THE DATA Start Marker
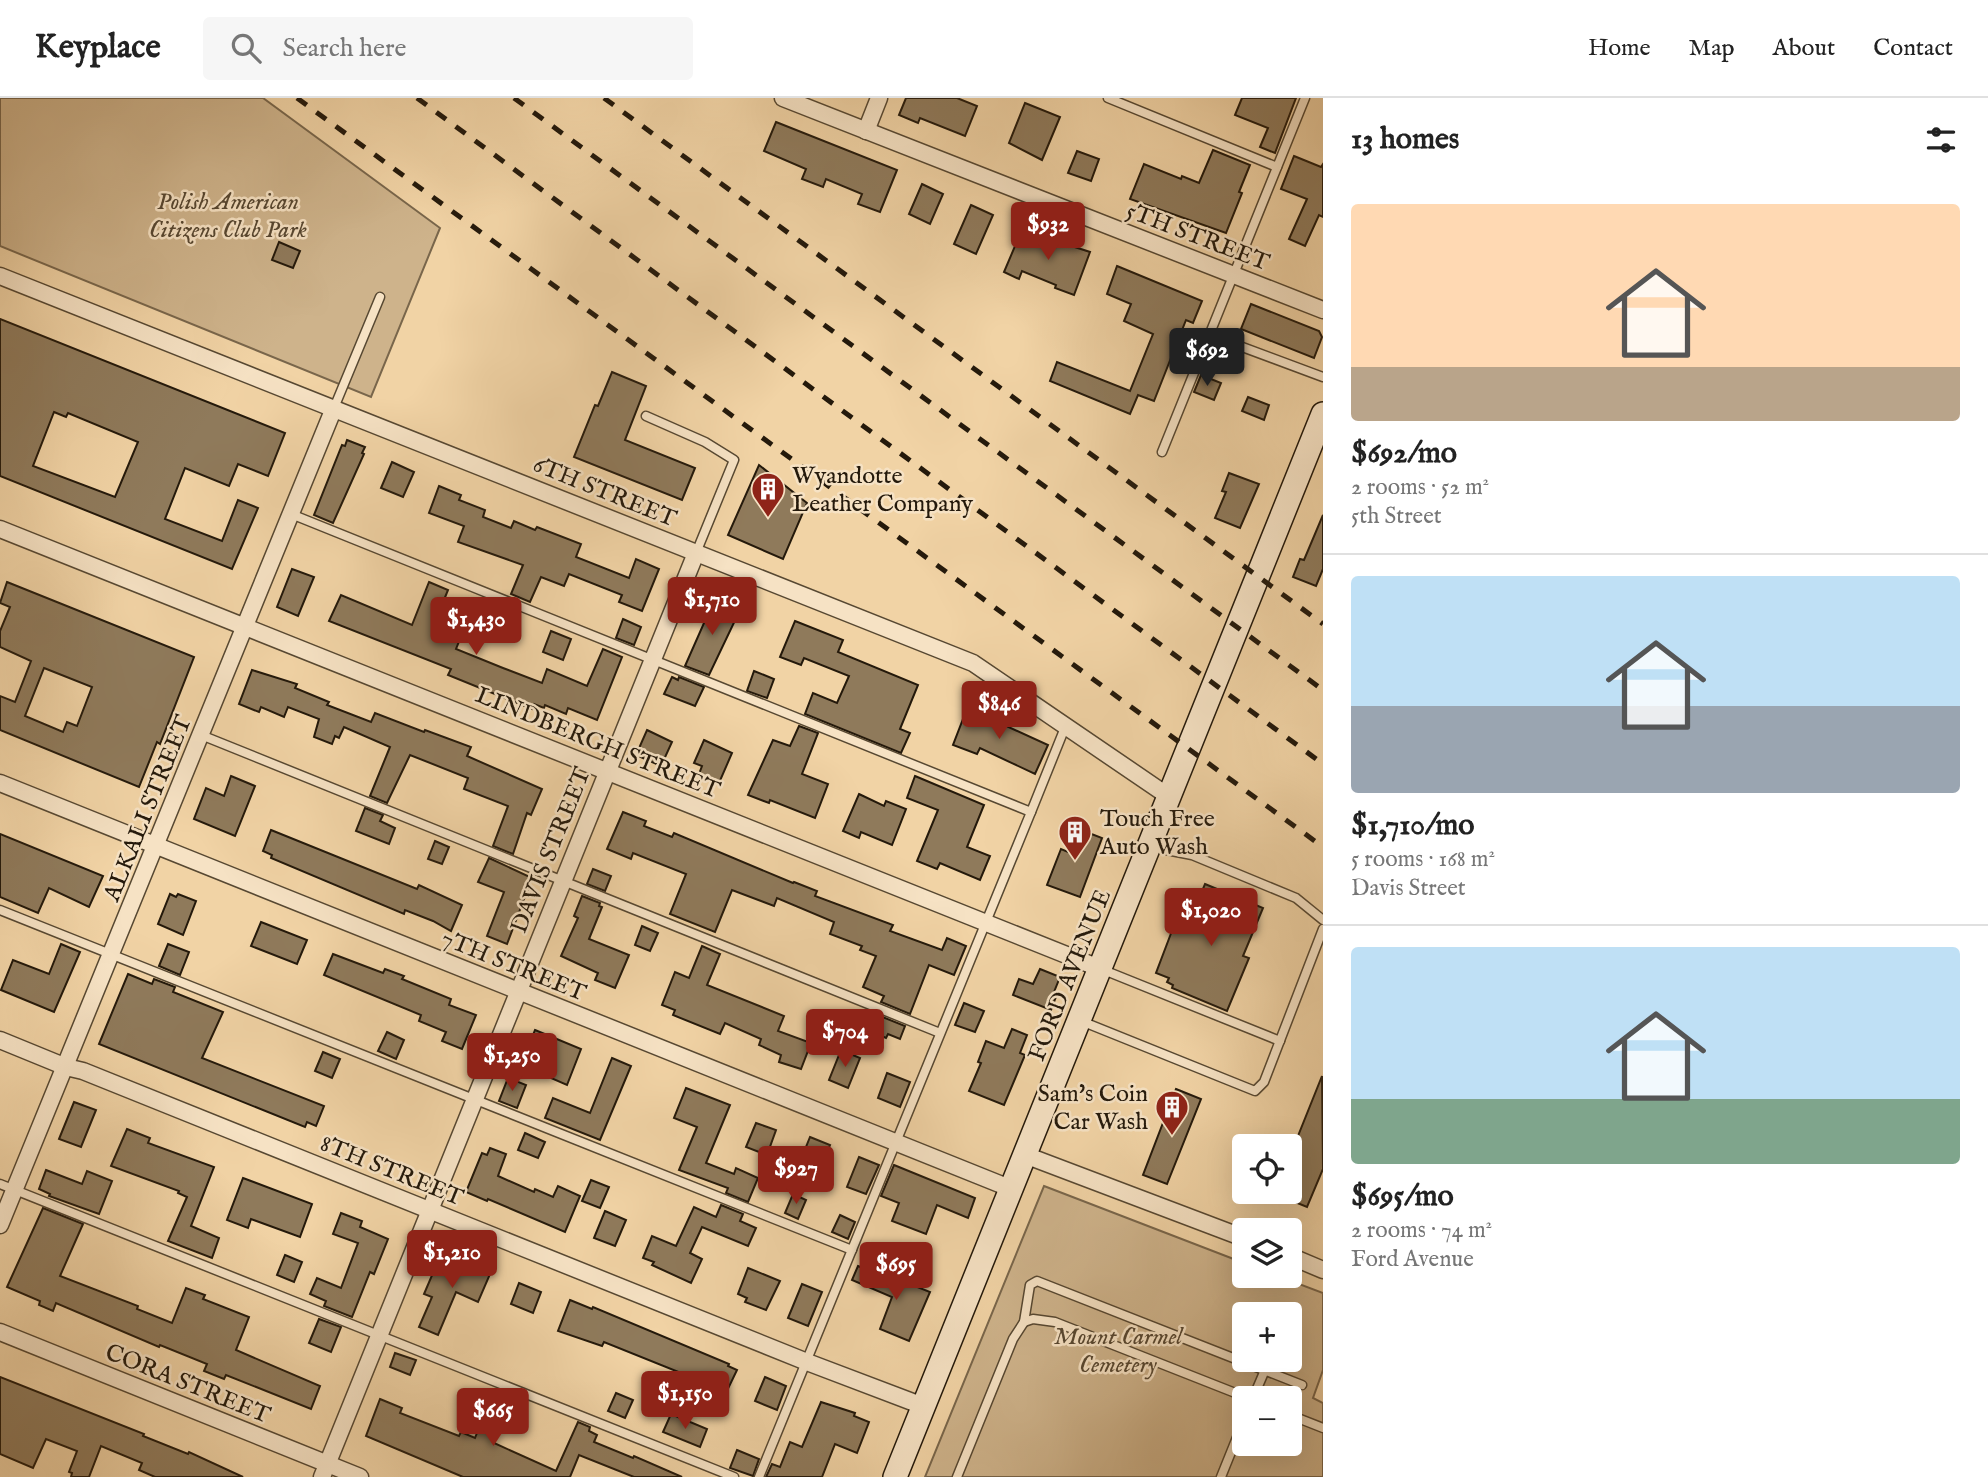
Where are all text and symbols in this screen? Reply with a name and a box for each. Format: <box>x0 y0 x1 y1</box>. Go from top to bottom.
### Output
search box <box>203 17 693 80</box>
text: Keyplace <box>35 27 161 69</box>
icon: search <box>227 29 265 67</box>
text: Search here <box>283 32 407 65</box>
text: Home <box>1588 33 1651 64</box>
text: Map <box>1689 33 1735 64</box>
text: About <box>1773 33 1835 64</box>
text: Contact <box>1873 33 1953 64</box>
text: 13 homes <box>1351 121 1459 159</box>
icon: filters <box>1922 121 1960 159</box>
park label: Polish American Citizens Club Park <box>149 187 307 246</box>
street label: 5TH STREET <box>1122 196 1274 279</box>
pin: $932 <box>1007 202 1089 262</box>
text: $932 <box>1027 210 1069 239</box>
icon: home <box>1593 250 1719 376</box>
pin: $692 <box>1166 328 1248 388</box>
text: $692 <box>1185 336 1229 365</box>
text: $692/mo <box>1351 435 1457 473</box>
street label: 6TH STREET <box>528 450 681 535</box>
place label: Wyandotte Leather Company <box>792 461 973 520</box>
building icon: Wyandotte Leather Company <box>749 470 787 519</box>
text: 2 rooms · 52 m² <box>1351 473 1489 502</box>
text: 5th Street <box>1351 502 1442 531</box>
pin: $1,710 <box>655 578 769 637</box>
text: $1,710 <box>684 585 740 614</box>
pin: $1,430 <box>419 598 533 657</box>
text: $1,430 <box>446 605 506 634</box>
icon: home <box>1593 622 1719 748</box>
street label: LINDBERGH STREET <box>471 680 725 807</box>
pin: $846 <box>958 682 1040 741</box>
text: $846 <box>978 689 1020 718</box>
street label: ALKALI STREET <box>97 710 200 907</box>
street label: DAVIS STREET <box>504 763 599 938</box>
place label: Touch Free Auto Wash <box>1099 804 1215 863</box>
text: $1,710/mo <box>1351 807 1474 845</box>
building icon: Touch Free Auto Wash <box>1056 813 1094 862</box>
text: 5 rooms · 168 m² <box>1351 845 1495 874</box>
text: Davis Street <box>1351 874 1466 903</box>
street label: FORD AVENUE <box>1022 885 1119 1066</box>
pin: $1,020 <box>1154 888 1268 948</box>
text: $1,020 <box>1181 896 1241 925</box>
street label: 7TH STREET <box>437 923 591 1010</box>
icon: home <box>1593 993 1719 1119</box>
pin: $704 <box>804 1010 886 1069</box>
text: $704 <box>822 1017 868 1046</box>
pin: $1,250 <box>455 1034 569 1093</box>
text: $1,250 <box>483 1041 541 1070</box>
place label: Sam's Coin Car Wash <box>1037 1079 1148 1138</box>
building icon: Sam's Coin Car Wash <box>1153 1088 1191 1137</box>
street label: 8TH STREET <box>315 1129 468 1214</box>
map controls <box>1232 1134 1302 1456</box>
button: locate <box>1232 1134 1302 1204</box>
pin: $927 <box>755 1146 837 1206</box>
text: $927 <box>774 1154 818 1183</box>
text: $695/mo <box>1351 1178 1454 1216</box>
text: 2 rooms · 74 m² <box>1351 1216 1492 1245</box>
button: layers <box>1232 1218 1302 1288</box>
pin: $1,210 <box>395 1230 509 1290</box>
text: $1,210 <box>423 1238 481 1267</box>
pin: $695 <box>855 1242 937 1302</box>
text: Ford Avenue <box>1351 1245 1474 1274</box>
text: $695 <box>876 1250 916 1279</box>
button: + <box>1232 1302 1302 1372</box>
park label: Mount Carmel Cemetery <box>1054 1322 1185 1381</box>
street label: CORA STREET <box>100 1337 275 1432</box>
pin: $1,150 <box>628 1372 742 1431</box>
text: $1,150 <box>657 1379 713 1408</box>
button: − <box>1232 1386 1302 1456</box>
pin: $665 <box>452 1388 534 1448</box>
text: $665 <box>473 1396 513 1425</box>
THE DATA End Marker
▸ TASK OBJECTIVE
Give the records above again in full and exactly, but exclude every picture.

▸ ANSWER TO THIS PROBLEM
Where are all text and symbols in this screen? Reply with a name and a box for each. Format: <box>x0 y0 x1 y1</box>. Go from top to bottom.
### Output
search box <box>203 17 693 80</box>
text: Keyplace <box>35 27 161 69</box>
icon: search <box>227 29 265 67</box>
text: Search here <box>283 32 407 65</box>
text: Home <box>1588 33 1651 64</box>
text: Map <box>1689 33 1735 64</box>
text: About <box>1773 33 1835 64</box>
text: Contact <box>1873 33 1953 64</box>
text: 13 homes <box>1351 121 1459 159</box>
icon: filters <box>1922 121 1960 159</box>
park label: Polish American Citizens Club Park <box>149 187 307 246</box>
street label: 5TH STREET <box>1122 196 1274 279</box>
pin: $932 <box>1007 202 1089 262</box>
text: $932 <box>1027 210 1069 239</box>
icon: home <box>1593 250 1719 376</box>
pin: $692 <box>1166 328 1248 388</box>
text: $692 <box>1185 336 1229 365</box>
text: $692/mo <box>1351 435 1457 473</box>
street label: 6TH STREET <box>528 450 681 535</box>
place label: Wyandotte Leather Company <box>792 461 973 520</box>
building icon: Wyandotte Leather Company <box>749 470 787 519</box>
text: 2 rooms · 52 m² <box>1351 473 1489 502</box>
text: 5th Street <box>1351 502 1442 531</box>
pin: $1,710 <box>655 578 769 637</box>
text: $1,710 <box>684 585 740 614</box>
pin: $1,430 <box>419 598 533 657</box>
text: $1,430 <box>446 605 506 634</box>
icon: home <box>1593 622 1719 748</box>
street label: LINDBERGH STREET <box>471 680 725 807</box>
pin: $846 <box>958 682 1040 741</box>
text: $846 <box>978 689 1020 718</box>
street label: ALKALI STREET <box>97 710 200 907</box>
street label: DAVIS STREET <box>504 763 599 938</box>
place label: Touch Free Auto Wash <box>1099 804 1215 863</box>
text: $1,710/mo <box>1351 807 1474 845</box>
building icon: Touch Free Auto Wash <box>1056 813 1094 862</box>
text: 5 rooms · 168 m² <box>1351 845 1495 874</box>
text: Davis Street <box>1351 874 1466 903</box>
street label: FORD AVENUE <box>1022 885 1119 1066</box>
pin: $1,020 <box>1154 888 1268 948</box>
text: $1,020 <box>1181 896 1241 925</box>
street label: 7TH STREET <box>437 923 591 1010</box>
icon: home <box>1593 993 1719 1119</box>
pin: $704 <box>804 1010 886 1069</box>
text: $704 <box>822 1017 868 1046</box>
pin: $1,250 <box>455 1034 569 1093</box>
text: $1,250 <box>483 1041 541 1070</box>
place label: Sam's Coin Car Wash <box>1037 1079 1148 1138</box>
building icon: Sam's Coin Car Wash <box>1153 1088 1191 1137</box>
street label: 8TH STREET <box>315 1129 468 1214</box>
map controls <box>1232 1134 1302 1456</box>
button: locate <box>1232 1134 1302 1204</box>
pin: $927 <box>755 1146 837 1206</box>
text: $927 <box>774 1154 818 1183</box>
text: $695/mo <box>1351 1178 1454 1216</box>
text: 2 rooms · 74 m² <box>1351 1216 1492 1245</box>
button: layers <box>1232 1218 1302 1288</box>
pin: $1,210 <box>395 1230 509 1290</box>
text: $1,210 <box>423 1238 481 1267</box>
pin: $695 <box>855 1242 937 1302</box>
text: Ford Avenue <box>1351 1245 1474 1274</box>
text: $695 <box>876 1250 916 1279</box>
button: + <box>1232 1302 1302 1372</box>
park label: Mount Carmel Cemetery <box>1054 1322 1185 1381</box>
street label: CORA STREET <box>100 1337 275 1432</box>
pin: $1,150 <box>628 1372 742 1431</box>
text: $1,150 <box>657 1379 713 1408</box>
button: − <box>1232 1386 1302 1456</box>
pin: $665 <box>452 1388 534 1448</box>
text: $665 <box>473 1396 513 1425</box>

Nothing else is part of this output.